Single by Shiori Takei

from the album My Favorite Things
- Released: February 18, 2004
- Genre: J-Pop
- Length: 17 minutes
- Label: Giza Studio

Shiori Takei singles chronology
|  | "Shizukanaru Melody" (2004) | "Kimi ni Koishiteru" (2004) |

= Shizukanaru Melody =

"Shizukanaru Melody (静かなるメロディー)" is the debut single by Shiori Takei and released 18 February 2004 under Giza Studio label. The single reached #88 rank first week and sold 1,495 copies.

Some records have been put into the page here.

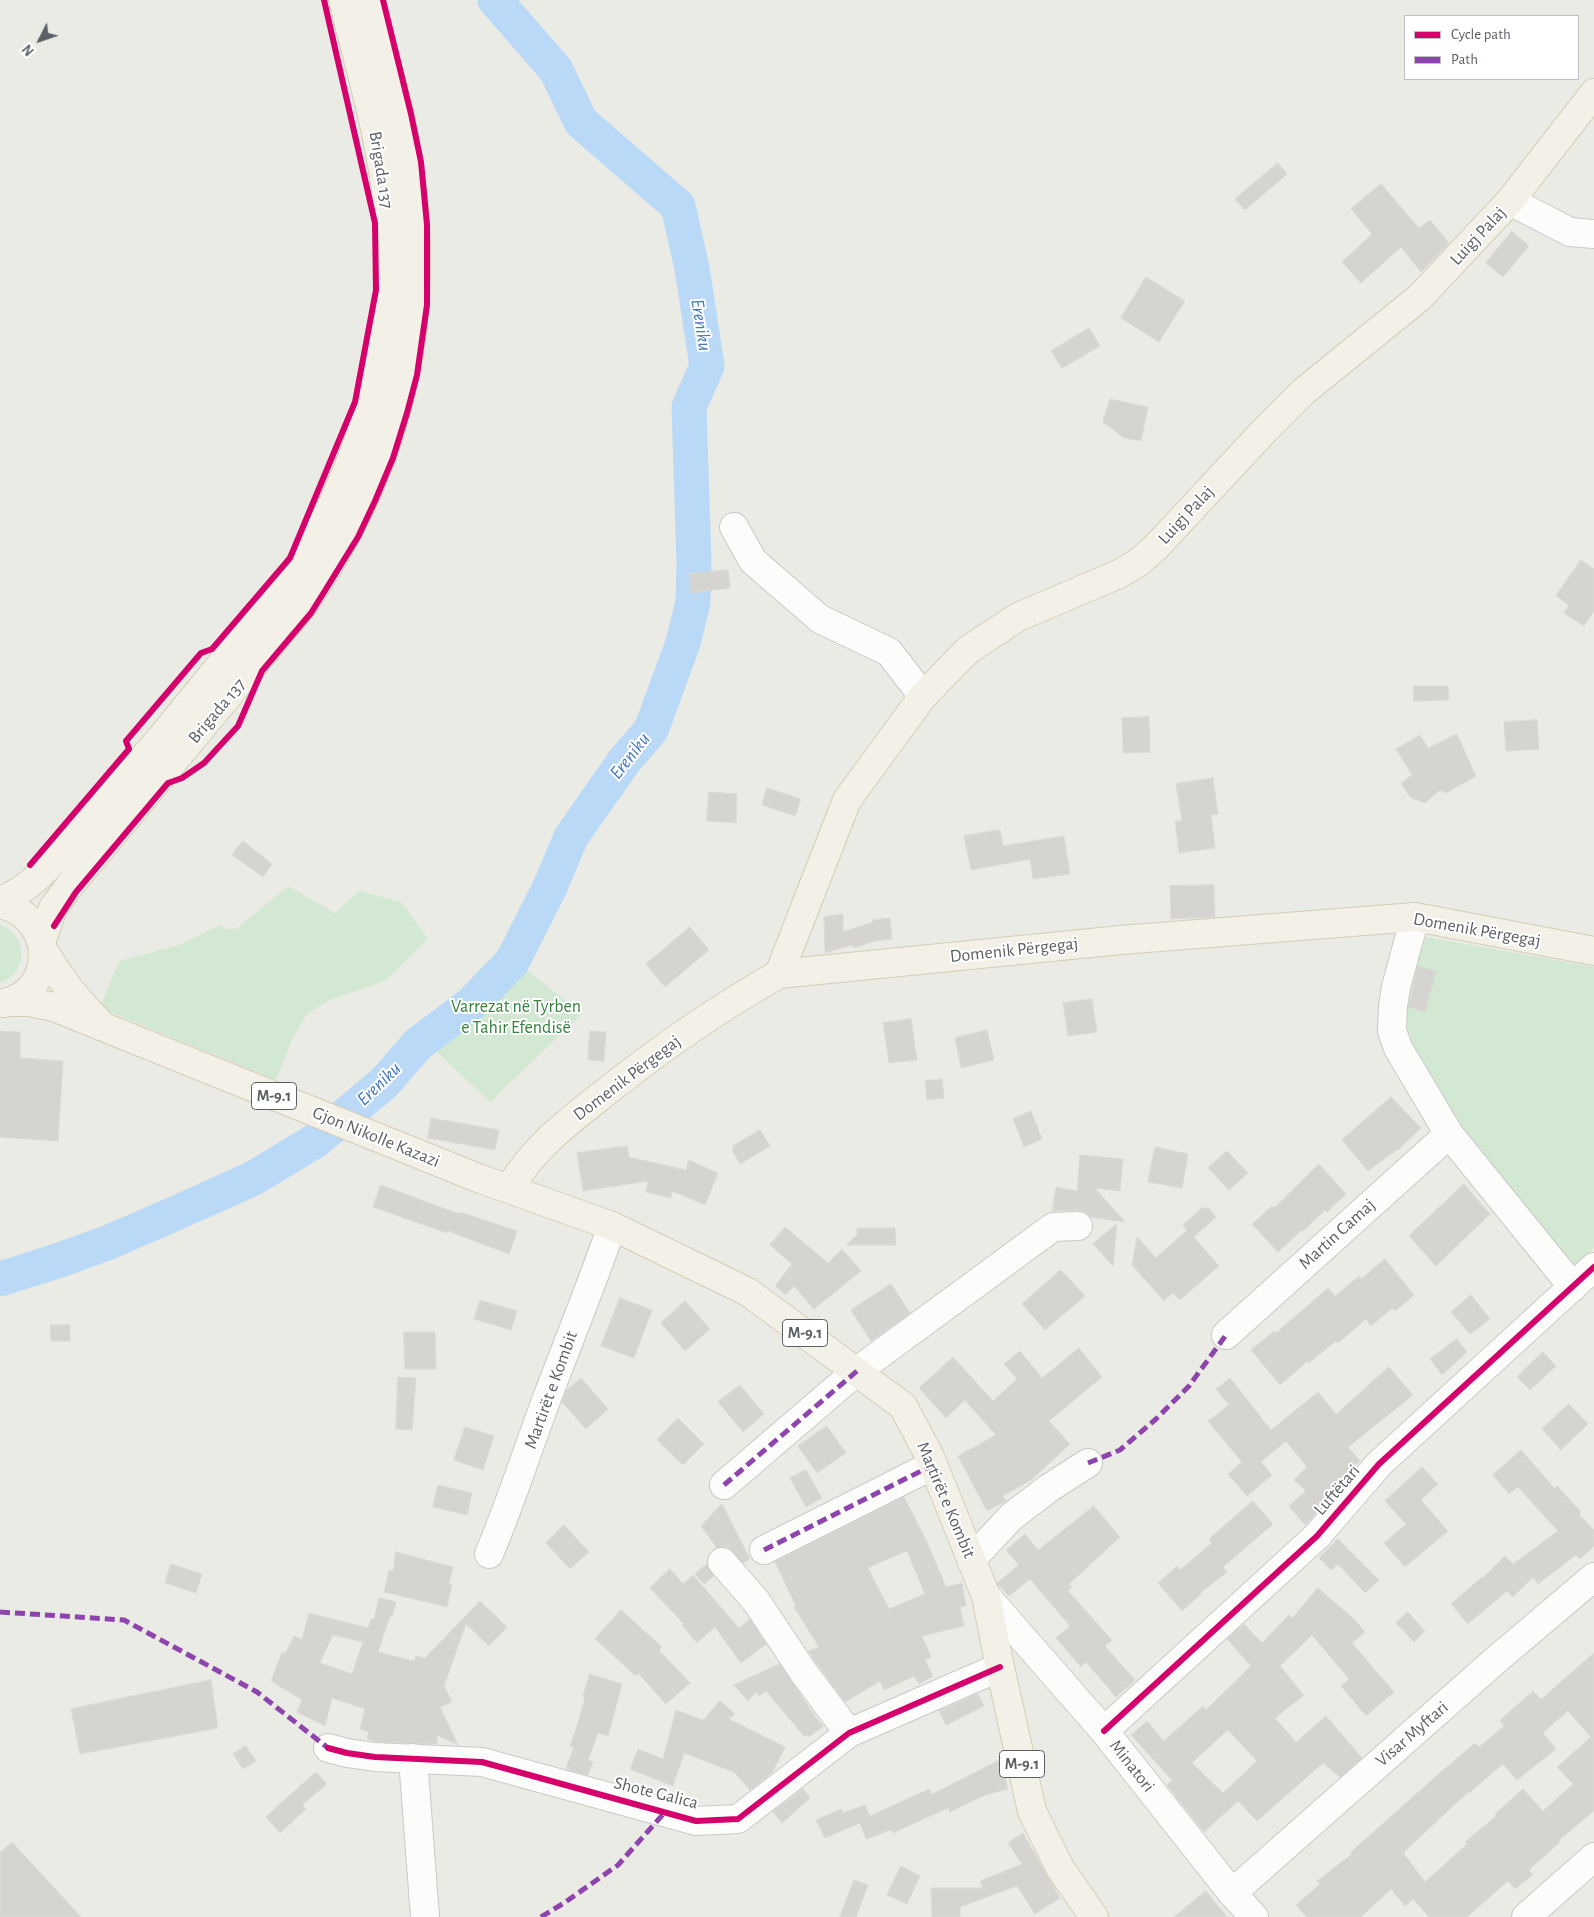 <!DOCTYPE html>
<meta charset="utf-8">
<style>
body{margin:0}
#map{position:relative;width:1594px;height:1917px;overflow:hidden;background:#ebebe6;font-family:"Alegreya Sans",sans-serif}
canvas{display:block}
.legend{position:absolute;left:1404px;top:15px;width:175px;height:65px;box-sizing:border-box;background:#fff;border:1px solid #bdbfc1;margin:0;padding:6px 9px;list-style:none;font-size:15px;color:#5b5f64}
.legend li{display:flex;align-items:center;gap:10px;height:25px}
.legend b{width:25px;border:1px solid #bdbfc1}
.north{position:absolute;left:15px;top:15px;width:50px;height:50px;-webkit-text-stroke:4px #fff;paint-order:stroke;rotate:229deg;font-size:14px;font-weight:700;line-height:20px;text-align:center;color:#5b5f64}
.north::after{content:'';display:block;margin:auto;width:18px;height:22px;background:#5b5f64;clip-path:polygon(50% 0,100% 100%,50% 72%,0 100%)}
</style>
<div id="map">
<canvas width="1594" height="1917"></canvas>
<ul class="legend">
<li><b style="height:6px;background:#d6006c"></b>Cycle path</li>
<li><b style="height:6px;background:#8e44ad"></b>Path</li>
</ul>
<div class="north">N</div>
</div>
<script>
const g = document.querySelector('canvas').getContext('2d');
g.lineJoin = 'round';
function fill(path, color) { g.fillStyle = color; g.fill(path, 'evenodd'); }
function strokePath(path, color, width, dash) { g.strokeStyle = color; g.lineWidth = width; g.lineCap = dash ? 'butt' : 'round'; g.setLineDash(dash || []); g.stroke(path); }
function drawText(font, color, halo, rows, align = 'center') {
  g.font = font + ' "Alegreya Sans",sans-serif'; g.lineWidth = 4; g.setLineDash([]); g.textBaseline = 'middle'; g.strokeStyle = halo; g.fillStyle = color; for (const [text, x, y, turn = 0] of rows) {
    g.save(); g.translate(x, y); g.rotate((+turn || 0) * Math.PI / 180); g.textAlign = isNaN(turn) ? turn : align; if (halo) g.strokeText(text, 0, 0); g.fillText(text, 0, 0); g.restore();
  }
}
const green = new Path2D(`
 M288 886 335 913 359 891 401 902 428 939 385 981 329 1000 307 1014 293 1037 276 1080 100 1008 119 961 179 945 220 925 226 929H236Z
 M0 925C29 935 28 973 0 983Z
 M1426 937 1594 967V1248L1575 1265 1460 1130 1411 1045 1405 1017V999Z
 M508 955 582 1014 490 1102 437 1052Z`);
const river = new Path2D(`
 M0 1279 60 1260 107 1243 167 1217 252 1179 315 1141 385 1082 418 1044 471 1004 512 962 550 887 571 837 625 760 651 730 683 643 693 602 694 563 689 407 707 366 692 268 678 206 581 122 556 70 495 0`);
const building = new Path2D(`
 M1278 163 1287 174 1245 210 1235 199Z
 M1381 184 1419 228 1430 220 1449 243 1421 272 1401 247 1361 283 1342 262 1372 234 1351 209Z
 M1512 231 1529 246 1503 277 1486 263Z
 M1146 277 1185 301 1159 342 1121 318Z
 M1089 328 1100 346 1062 368 1051 351Z
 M1110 399 1148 407 1141 441 1124 438 1103 422Z
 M1581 560 1594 569V611L1584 626 1564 613 1569 605 1556 596Z
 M728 570 730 588 691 593 689 574Z
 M1414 686H1448L1449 700 1414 701Z
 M1149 717 1150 752 1123 753 1122 718Z
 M1537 720 1539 749 1506 751 1504 722Z
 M1457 734 1476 776 1446 793 1440 790 1425 803 1410 797 1401 783 1412 775 1396 749 1420 735 1428 748Z
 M1213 778 1218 814 1211 815 1215 848 1179 853 1175 821H1182L1176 784Z
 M767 788 801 799 795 816 762 805Z
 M709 792 737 794 736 823 707 821Z
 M1000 830 1003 846 1064 836 1070 874 1033 879 1030 859 971 870 964 836Z
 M243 841 272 864 263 877 232 855Z
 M1214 885 1215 917 1171 919 1170 886Z
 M843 914V932L873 922V920L890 918 892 939 875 941 854 948 852 945 825 953 824 917Z
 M690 927 709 950 665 987 646 964Z
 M1418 966 1436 971 1425 1012 1409 1007Z
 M1092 999 1097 1032 1068 1036 1063 1003Z
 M911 1019 917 1060 889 1063 883 1023Z
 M987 1030 994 1060 961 1068 955 1038Z
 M0 1031 20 1032V1058L63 1061 58 1141 0 1137Z
 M590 1031 606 1032 604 1061 588 1060Z
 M942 1079 944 1098 927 1100 925 1081Z
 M1391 1097 1421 1128 1397 1151 1396 1150 1368 1171 1342 1140Z
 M1031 1111 1042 1139 1024 1147 1013 1119Z
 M431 1118 499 1130 495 1150 428 1138Z
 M760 1130 770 1146 740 1164 733 1152V1146Z
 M627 1146 629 1157 686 1170 689 1160 718 1173 705 1205 672 1191 671 1198 646 1192 648 1181 583 1191 577 1153Z
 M1155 1147 1188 1154 1182 1188 1148 1182Z
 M1227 1151 1248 1173 1229 1190 1208 1168Z
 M1080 1155 1123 1159 1120 1191 1095 1188 1125 1222 1090 1217 1085 1212 1078 1210 1052 1211 1056 1187 1077 1191Z
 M1319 1164 1346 1194 1327 1212 1325 1210 1303 1231 1302 1230 1278 1252 1252 1224 1272 1206 1274 1208Z
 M1464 1184 1490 1214 1436 1266 1409 1236Z
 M381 1185 459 1214 460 1212 517 1231 509 1254 448 1231 447 1233 373 1207Z
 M1202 1208H1209L1216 1217 1194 1237 1219 1266 1180 1300 1173 1293 1164 1301 1132 1265 1137 1237 1156 1258 1187 1230 1183 1225Z
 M1117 1224 1113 1266 1093 1244Z
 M785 1227 828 1263 842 1249 861 1271 814 1309 794 1286 786 1295 775 1286 792 1264 770 1245Z
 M857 1228H895L896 1245H846L857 1235Z
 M1385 1259 1414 1295 1395 1311 1392 1308 1371 1326 1366 1319 1338 1343 1336 1341 1309 1363 1308 1361 1280 1385 1251 1350 1274 1331 1276 1333 1328 1288 1335 1296 1359 1276 1361 1279Z
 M1061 1270 1085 1296 1045 1330 1022 1304Z
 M891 1284 910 1313 871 1341 851 1310Z
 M1471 1295 1490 1319 1470 1334 1451 1312Z
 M620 1298 652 1310 634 1358 601 1346Z
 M480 1300 517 1311 511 1330 474 1319Z
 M685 1301 710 1329 685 1351 661 1323Z
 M51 1325H70V1341H51Z
 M404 1332H435L436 1369H405Z
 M1457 1339 1467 1352 1442 1375 1430 1359Z
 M1079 1348 1102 1377 1049 1421 1070 1444 1031 1480 1003 1496 1006 1501 987 1511 958 1456 996 1435 965 1400 946 1418 919 1388 953 1357 993 1401 1017 1379 1004 1364 1020 1351 1042 1378Z
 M1543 1352 1556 1366 1530 1390 1517 1377Z
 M1389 1367 1413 1395 1348 1447 1360 1461 1329 1488 1333 1491 1316 1508 1318 1511 1305 1525 1289 1506 1306 1491 1294 1480 1307 1467 1286 1441 1261 1462 1272 1475 1247 1496 1228 1474 1242 1462 1208 1421 1229 1405 1216 1389 1230 1378 1271 1430 1318 1392 1336 1414Z
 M398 1377 416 1378 412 1430 396 1429Z
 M581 1378 608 1409 586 1429 562 1402 566 1391Z
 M740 1385 764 1414 743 1432 718 1402Z
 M1569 1404 1588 1424 1561 1450 1542 1429Z
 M678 1418 704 1444 683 1465 657 1440Z
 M827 1426 846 1453 817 1473 798 1446Z
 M465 1427 494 1436 483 1470 454 1460Z
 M1521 1450 1554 1488 1557 1486 1581 1512 1579 1514 1594 1530V1546L1580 1559 1576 1555 1538 1584 1533 1577 1513 1597 1507 1591 1468 1624 1451 1604 1482 1577 1483 1578 1505 1556 1513 1564 1558 1531 1518 1487 1509 1494 1493 1475Z
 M1422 1467 1438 1484 1421 1500 1448 1531 1405 1567 1384 1543 1406 1524 1385 1501Z
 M806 1470 822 1498 806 1507 790 1478Z
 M438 1485 472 1493 467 1515 433 1507Z
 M904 1497 927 1542 946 1587 962 1583 966 1606 960 1607 964 1626 922 1636 931 1657 925 1660 933 1676 919 1684 914 1676 884 1690 880 1681 845 1702 808 1651 819 1647 794 1607 796 1606 775 1562ZM907 1551 925 1594 889 1609 868 1568Z
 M1253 1501 1273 1524 1223 1567 1227 1572 1200 1593 1201 1594 1182 1611 1158 1583 1177 1566 1180 1570 1212 1543 1209 1539Z
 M722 1504 750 1559 743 1563 728 1547 717 1548 701 1526Z
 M1094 1506 1120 1537 1069 1584 1072 1587 1068 1591 1112 1640 1105 1646 1135 1680 1116 1697 1086 1662 1081 1667 1056 1638 1070 1626 1030 1579 1009 1596 997 1583 1019 1565 1006 1550 1025 1534 1038 1550Z
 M564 1525 589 1552 570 1569 546 1543Z
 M1338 1539 1379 1580 1365 1593 1338 1564 1331 1570 1319 1558Z
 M396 1552 453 1567 449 1584 452 1585 447 1607 384 1592 389 1570 393 1571Z
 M171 1564 202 1574 196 1593 165 1583Z
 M707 1564 714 1576 704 1584 695 1574Z
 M670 1569 683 1584 693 1575 739 1628 750 1619 766 1644 741 1663 715 1627 697 1643 682 1625 684 1624 650 1588Z
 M1318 1588 1355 1620 1365 1632 1352 1643 1394 1692 1366 1716 1341 1686 1349 1679 1312 1635 1280 1666 1304 1695 1275 1718 1296 1742 1326 1716 1362 1758 1340 1777 1323 1763 1257 1821 1238 1801 1204 1832 1167 1785 1172 1780 1131 1735 1147 1721 1164 1741 1203 1706 1206 1710 1251 1666 1227 1639 1244 1624 1262 1643 1289 1615 1292 1618ZM1228 1730 1257 1761 1223 1793 1192 1763Z
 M379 1598 396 1602 392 1617 390 1616 378 1652 414 1661 416 1656 425 1658 480 1601 507 1627 489 1646 466 1624 444 1686 452 1702 440 1707 458 1745 437 1735V1744L379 1742 367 1739 369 1732 360 1729 365 1709 332 1698 325 1726 297 1712 302 1700 271 1681 282 1652 285 1654 294 1636 302 1640 309 1613 368 1628 371 1619H374ZM333 1635 363 1642 352 1674 320 1663Z
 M621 1610 662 1647 659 1650 690 1683 666 1704 638 1673 636 1676 595 1639Z
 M1408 1612 1425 1631 1414 1642 1396 1623Z
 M1594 1653V1811L1559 1840 1560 1842 1529 1870 1533 1875 1515 1889 1508 1881 1467 1917H1429L1413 1899 1405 1906 1391 1889 1361 1917H1307L1296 1905 1320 1884 1317 1881 1352 1854 1351 1852 1442 1771 1475 1743 1479 1747 1504 1726 1500 1720 1533 1691 1541 1699ZM1568 1711 1591 1737 1557 1767 1573 1784 1543 1811 1523 1789 1495 1814 1496 1816 1465 1842 1467 1844 1425 1882 1404 1854 1405 1851 1468 1792 1469 1793 1503 1764 1517 1780 1556 1749 1543 1733Z
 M780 1664 817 1719 824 1726 810 1736H804L766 1691 759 1696 756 1692 748 1701 734 1685Z
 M590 1674 622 1684 608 1736 598 1733 588 1760 593 1762 588 1775 566 1769 574 1747 570 1746 577 1726 585 1697 583 1696Z
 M211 1680 218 1728 80 1754 71 1709Z
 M978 1694 984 1706 946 1725 939 1711Z
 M720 1701 735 1714 729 1719 785 1747 772 1773 750 1790 734 1772 684 1753 673 1786 630 1769 638 1749 663 1759 676 1710 703 1720Z
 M246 1746 256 1761 243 1769 233 1754Z
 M1000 1760 1008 1789 985 1795 950 1812 948 1808 893 1833 891 1830 866 1839 860 1823 825 1838 816 1820 841 1809 843 1813 865 1805 870 1816 929 1789 932 1794Z
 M316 1772 327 1784 302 1805 306 1809 280 1833 266 1817Z
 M803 1789 810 1798 782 1823 773 1812Z
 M1023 1833 1060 1898 1035 1914 1017 1886 960 1907V1917H932L931 1888H983L980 1881 1022 1864 1008 1843Z
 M12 1842 81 1917H0V1853Z
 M901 1866 920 1876 907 1904 887 1895Z
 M854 1880 868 1885 856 1917H840Z
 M1206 1891 1227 1917H1174Z`);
const minor = new Path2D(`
 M1510 201 1570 232 1594 234
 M734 527 753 561 820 619 889 652 923 696
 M1415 917 1396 987 1393 1006 1392 1031 1398 1048 1449 1134 1573 1287
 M1226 1335 1449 1134
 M724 1485 857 1371 1053 1227 1078 1226
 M764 1550 933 1465
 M489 1554C512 1500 529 1445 550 1390 571 1335 593 1281 612 1226
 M971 1560 1011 1517 1049 1488 1088 1463
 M722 1562 756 1601 804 1673 849 1733
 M986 1596 1104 1731 1232 1893 1254 1917
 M1104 1731 1317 1536 1379 1464 1594 1267
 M328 1748 347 1753 375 1757 482 1762 696 1821 738 1819 849 1733 1000 1667
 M413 1758 425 1917
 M1232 1893 1497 1659 1594 1577
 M1526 1917 1594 1857`);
const major = new Path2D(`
 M0 901C36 887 59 854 85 826 110 797 135 768 160 739 185 708 211 677 236 646 259 619 281 592 300 563 370 451 403 315 385 183 376 121 358 61 343 0
 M0 904C55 916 58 991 4 1003
 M42 940 53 908 67 889 302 607C392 477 431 339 411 181 404 120 385 60 369 0
 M43 950C59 977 76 1000 99 1022
 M779 974 847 800 923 696 968 650 1018 617 1119 574 1139 562 1156 547 1265 430 1303 392 1420 297 1510 201 1594 93
 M7 1002H29L54 1007 478 1178 612 1226 748 1292 903 1406 930 1457 986 1596 1000 1667 1032 1811 1060 1868 1094 1917
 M509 1189C536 1144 571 1120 611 1088 664 1046 721 1007 779 974L1121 940 1415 917 1594 951`);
const quiet = new Path2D(`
 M1088 1463 1120 1450 1156 1419 1189 1386 1226 1335
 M724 1485 857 1371
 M764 1550 933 1465
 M0 1612 124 1620 257 1692 328 1748
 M541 1917 564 1903 618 1865 665 1812`);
const cycleway = new Path2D(`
 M30 865 129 749 126 741 201 653 212 649 290 558 355 402 376 290 375 223 324 0
 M54 926 76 892 168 783 182 778 204 763 238 726 262 671 311 613 326 589 358 537 375 501 393 458 407 413 417 375 427 305V225L421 162 411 114 383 0
 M1104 1731 1317 1536 1379 1464 1594 1267
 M328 1748 347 1753 375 1757 482 1762 696 1821 738 1819 849 1733 1000 1667`);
const shields = [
 [274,1096,45],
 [805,1333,45],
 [1022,1764,45]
];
const shieldNames = [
 ["M-9.1",274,1096],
 ["M-9.1",805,1333],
 ["M-9.1",1022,1764]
];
const streetNames = [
 ["Brigada 137",381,170,81],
 ["Luigj Palaj",1478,236,-47],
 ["Luigj Palaj",1186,515,-47],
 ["Brigada 137",217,711,-50],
 ["Domenik Përgegaj",1477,930,10],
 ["Domenik Përgegaj",1014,950,-6],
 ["Domenik Përgegaj",627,1078,-37],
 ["Gjon Nikolle Kazazi",376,1137,22],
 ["Martin Camaj",1337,1234,-42],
 ["Martirët e Kombit",551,1390,-70],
 ["Luftëtari",1337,1490,-49],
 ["Martirët e Kombit",946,1500,67],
 ["Visar Myftari",1412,1734,-41],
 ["Minatori",1132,1766,52],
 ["Shote Galica",656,1793,14]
];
const parkNames = [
 ["Varrezat në Tyrben",516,1007],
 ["e Tahir Efendisë",516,1028]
];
const waterNames = [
 ["Ereniku",701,325,81],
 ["Ereniku",630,756,-52],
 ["Ereniku",379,1084,-44]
];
fill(green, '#d3e8d2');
strokePath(river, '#b9d9f7', 35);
fill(building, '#d5d4d1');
strokePath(building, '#dadad6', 1);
strokePath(minor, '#c8c9c8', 30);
strokePath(major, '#d3cdb4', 30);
strokePath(minor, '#fcfcfb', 28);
strokePath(major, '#f3f1e7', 28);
strokePath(quiet, '#8e44ad', 5, [10, 5]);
strokePath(cycleway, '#d6006c', 6);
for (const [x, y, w] of shields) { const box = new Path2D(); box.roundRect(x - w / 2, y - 13.5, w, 27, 4); g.fillStyle = '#fff'; g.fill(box); strokePath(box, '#5b5f64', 1); }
drawText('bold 16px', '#5b5f64', null, shieldNames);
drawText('18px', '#5b5f64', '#fff', streetNames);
drawText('18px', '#35823d', '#fff', parkNames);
drawText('italic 19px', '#4275b9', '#fff', waterNames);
</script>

It charted for 2 weeks and sold over 2,116 copies.

==Track listing==

| No. | Title | Lyrics | Music | Arrangers | Length |
|---|---|---|---|---|---|
| 1. | "Shizukanaru Melody" (静かなるメロディー) | Nana Azuki (Garnet Crow) | Aika Ohno | Satoru Kobayashi | 4:46 |
| 2. | "close line" | Nana | Kouji Gotou | Satoru Kobayashi | 3:31 |
| 3. | "Yasashii Hizashi" (優しい陽射し) | Shiori Takei | Kouji Gotou | Hiroshi Asai (The Tambourines) | 3:59 |
| 4. | "Shizukanaru Melody" (less vocal) |  |  |  | 4:46 |

==In media==
- "Shizukanaru Melody": the song was used in Yomiuri TV program Pro Doumyaku as ending theme

==Cover==
The composer of Shizukanaru Melody, Aika Ohno self-cover this single in her cover album Silent Passage.